The Batman Movie Writer Reveals Why Superman Doesn't Fully Connect With Him

Robert Pattinson as Batman, Henry Cavill as Superman
By Aeron Mer Eclarinal

The Batman is set to do a deep dive into Bruce Wayne's second year as The Dark Knight, meaning that Gotham's crime-fighting vigilante is still in the adjustment stage when fans see him in theaters in 2022

Matt Reeves, the film's director, previously shared that the DCEU project would focus more on the detective aspects of The Dark Knight, with him sharing that fans will meet him during "the middle of this criminological experiment." 

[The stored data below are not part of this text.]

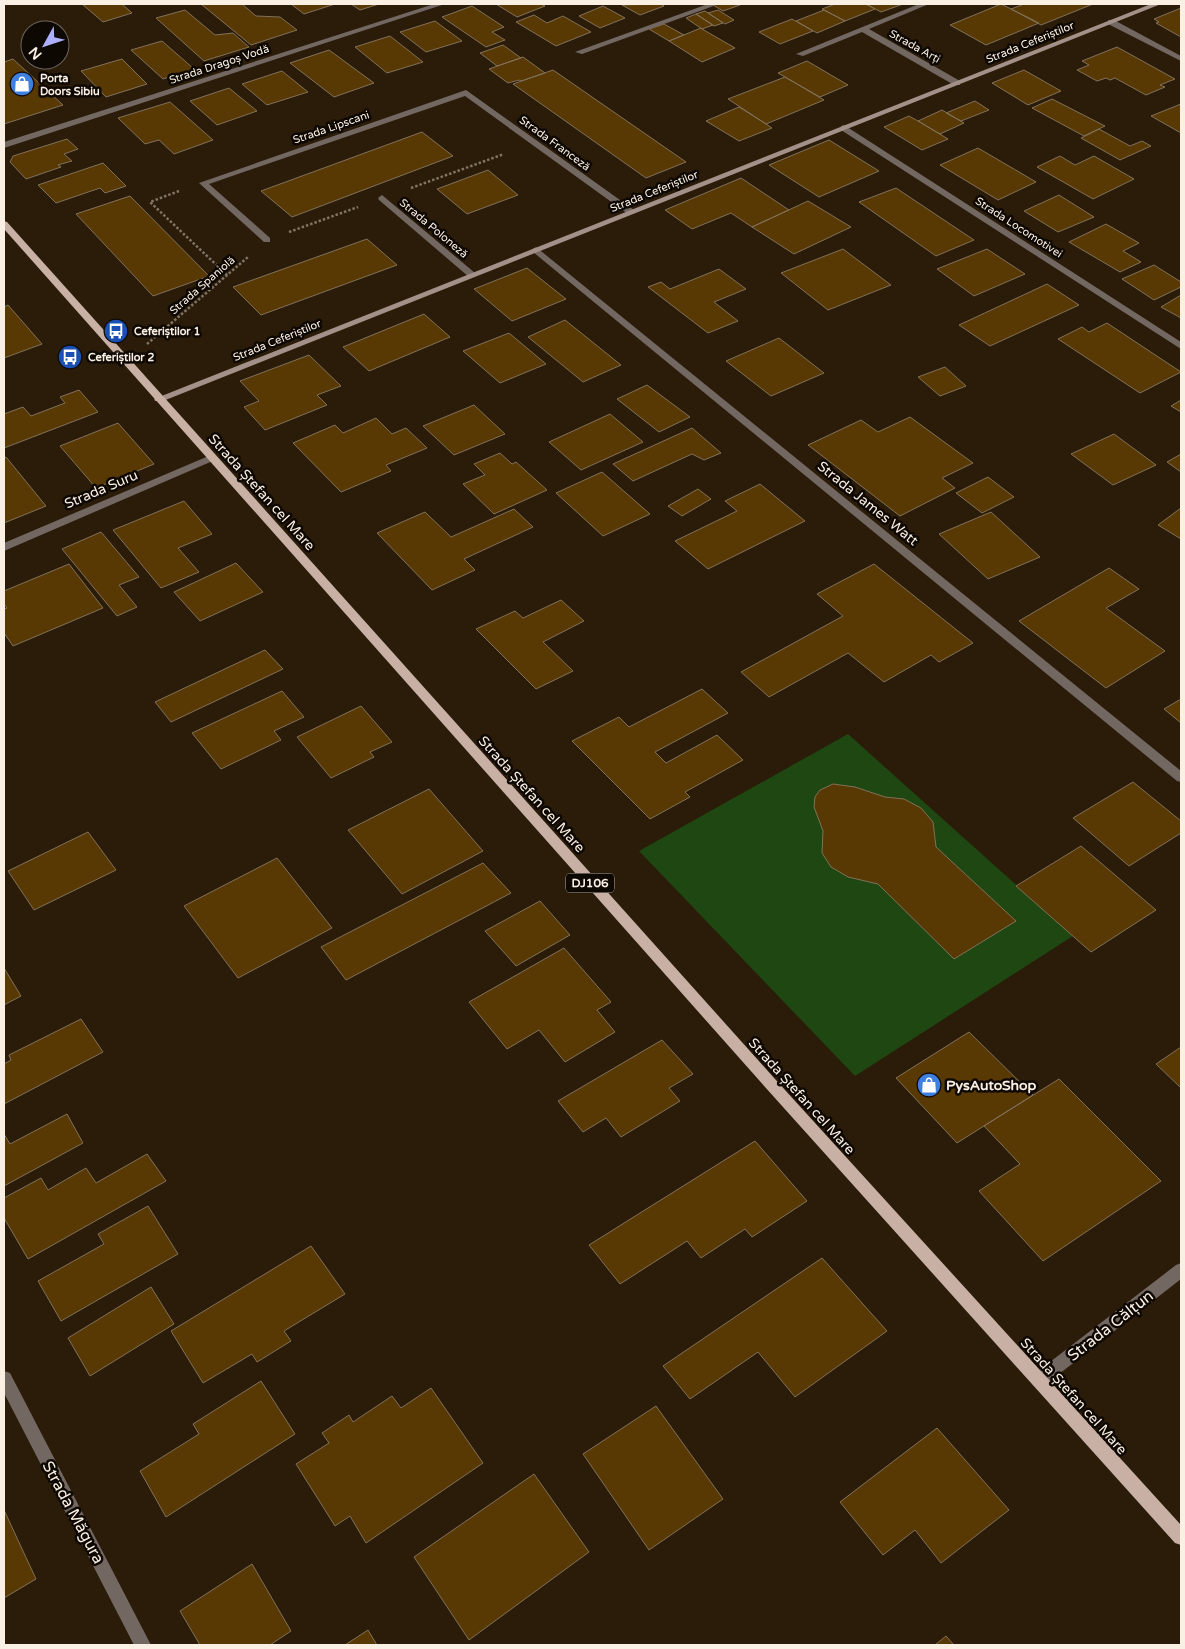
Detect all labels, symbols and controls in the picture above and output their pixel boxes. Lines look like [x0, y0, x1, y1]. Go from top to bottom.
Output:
street label: Strada Ceferiștilor [984, 19, 1077, 66]
north arrow [20, 20, 70, 70]
street label: Strada Arți [887, 27, 943, 66]
street label: Strada Dragoș Vodă [168, 42, 271, 87]
text: N [25, 43, 46, 63]
shop icon: Porta Doors Sibiu [9, 71, 35, 97]
place label: Porta Doors Sibiu [40, 72, 100, 98]
street label: Strada Lipscani [291, 108, 371, 147]
street label: Strada Franceză [517, 113, 593, 173]
street label: Strada Ceferiștilor [608, 168, 701, 215]
street label: Strada Locomotivei [973, 194, 1065, 260]
street label: Strada Poloneză [397, 196, 470, 261]
street label: Strada Spaniolă [167, 254, 238, 317]
street label: Strada Ceferiștilor [231, 317, 324, 364]
bus stop icon: Ceferiștilor 1 [103, 318, 129, 344]
place label: Ceferiștilor 1 [134, 325, 200, 339]
bus stop icon: Ceferiștilor 2 [57, 344, 83, 370]
place label: Ceferiștilor 2 [88, 351, 154, 365]
street label: Strada Ștefan cel Mare [205, 431, 318, 554]
street label: Strada James Watt [814, 458, 922, 550]
street label: Strada Suru [62, 466, 140, 513]
street label: Strada Ștefan cel Mare [475, 733, 588, 856]
road number: DJ106 [566, 874, 614, 892]
street label: Strada Ștefan cel Mare [745, 1035, 858, 1158]
shop icon: PysAutoShop [916, 1072, 942, 1098]
place label: PysAutoShop [946, 1077, 1037, 1094]
street label: Strada Călțun [1064, 1286, 1158, 1366]
street label: Strada Ștefan cel Mare [1017, 1335, 1130, 1458]
street label: Strada Măgura [38, 1458, 109, 1567]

Despite that reveal, plot details are still being kept under wraps, but it's clear that the anticipation is still high for the film. 

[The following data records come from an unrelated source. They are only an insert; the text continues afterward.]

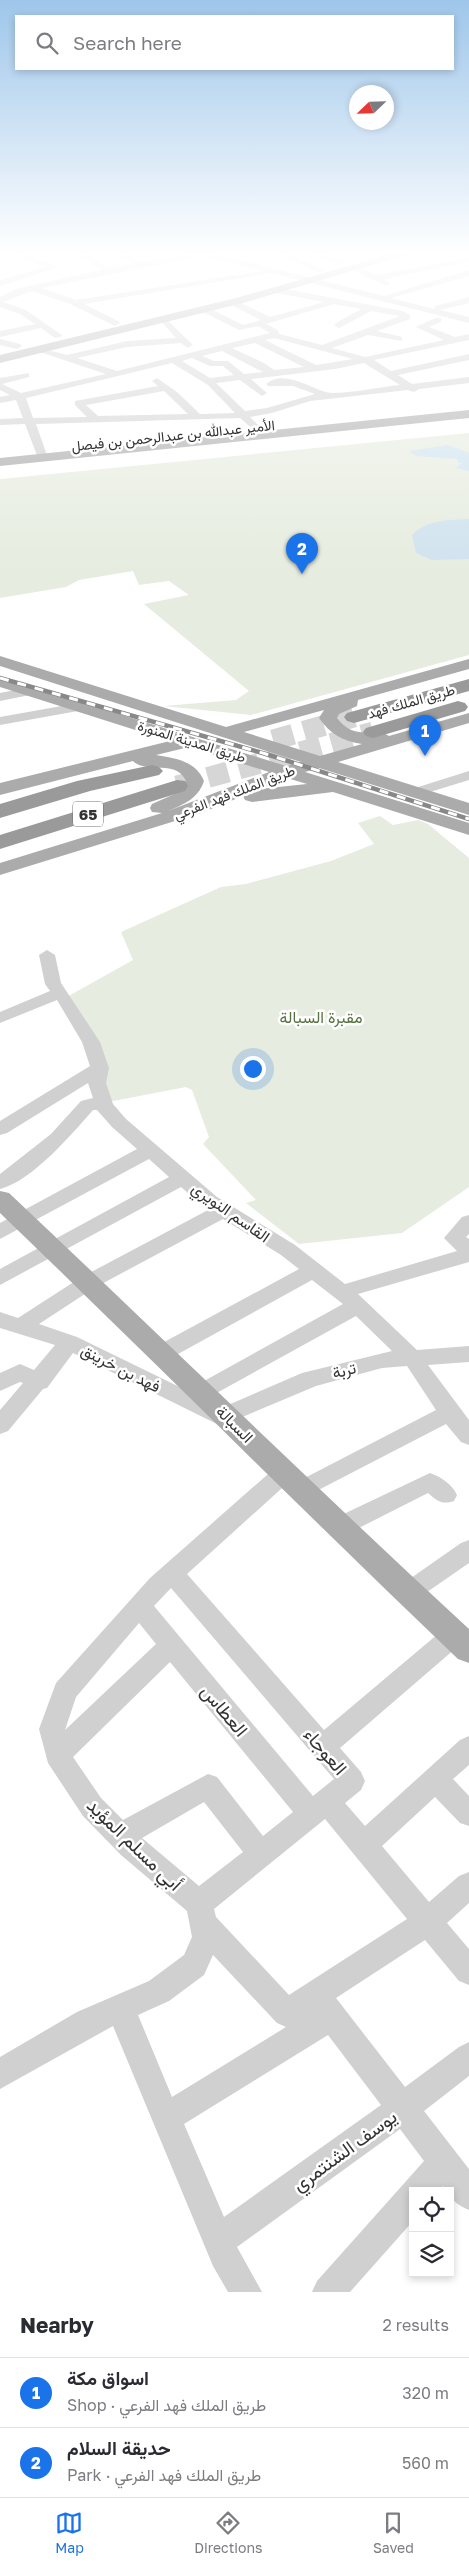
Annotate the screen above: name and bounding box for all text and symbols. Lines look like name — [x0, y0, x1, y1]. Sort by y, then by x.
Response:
search box — [15, 15, 454, 70]
icon: search — [33, 29, 61, 57]
text: Search here — [73, 31, 182, 54]
north arrow — [349, 85, 394, 130]
street label: الأمير عبدالله بن عبدالرحمن بن فيصل — [70, 416, 276, 455]
pin: 2 — [286, 533, 318, 574]
street label: طريق الملك فهد — [365, 680, 457, 723]
pin: 1 — [409, 715, 441, 756]
street label: طريق المدينة المنورة — [136, 716, 248, 766]
street label: طريق الملك فهد الفرعي — [171, 761, 298, 827]
road number: 65 — [73, 802, 103, 826]
park label: مقبرة السبالة — [280, 1007, 362, 1028]
your location — [240, 1056, 266, 1082]
street label: القاسم النويري — [186, 1178, 274, 1250]
street label: فهد بن خرينق — [78, 1339, 164, 1397]
street label: تربة — [330, 1357, 358, 1384]
street label: السبالة — [212, 1401, 258, 1447]
street label: العطاس — [196, 1679, 253, 1741]
street label: العوجاء — [299, 1723, 353, 1780]
street label: أبي مسلم المؤيد — [79, 1793, 187, 1899]
street label: يوسف الشنتمري — [287, 2104, 404, 2200]
map controls — [409, 2187, 454, 2277]
button: locate — [409, 2187, 454, 2232]
button: layers — [409, 2232, 454, 2277]
text: Nearby — [20, 2312, 94, 2338]
text: 2 results — [383, 2315, 449, 2335]
text: اسواق مكة — [67, 2366, 149, 2389]
text: 1 — [32, 2383, 40, 2403]
text: 320 m — [402, 2383, 449, 2403]
text: Shop · طريق الملك فهد الفرعي — [67, 2395, 266, 2415]
text: حديقة السلام — [67, 2436, 171, 2459]
text: 2 — [31, 2453, 41, 2473]
text: 560 m — [402, 2453, 449, 2473]
text: Park · طريق الملك فهد الفرعي — [67, 2465, 261, 2485]
tab: Map — [55, 2509, 84, 2556]
tab: Directions — [194, 2509, 263, 2556]
tab: Saved — [373, 2509, 414, 2556]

Many would agree that Batman has always been a complex character, as evidenced by his escapades in the pages of DC Comics and in different live-action versions of the hero. The hero's complexity and intriguing personality have eventually led to the emergence of Batman's own set of passionate fans around the globe. 

Now, ahead of the release of The Batman's second trailer, a veteran crew member of the film opened up about his passion for the Caped Crusader. 

The Batman Writer Opens up About DC's Dark Knight

Batman Superman
DC

The Batman screenwriter Mattson Tomlin sat down with Inverse to talk about his experience on the film and superheroes in general.

Tomlin first admitted that he always thinks about Batman during workouts, citing the hero as his motivation in finishing them: 

“This is a stupid thing to say. But when I’m running — at the end when it gets tough physically — if I think to myself, ‘I’m Batman,’ I’ll make my goal.'"

The veteran writer then described Batman as someone who has a "level of sheer human will and determination," openly saying that the DC hero was his role model growing up: 

"Batman represents a level of sheer human will and determination. There's something about the guy that made me go, ‘Wow, he’s for me and I’m for him.’”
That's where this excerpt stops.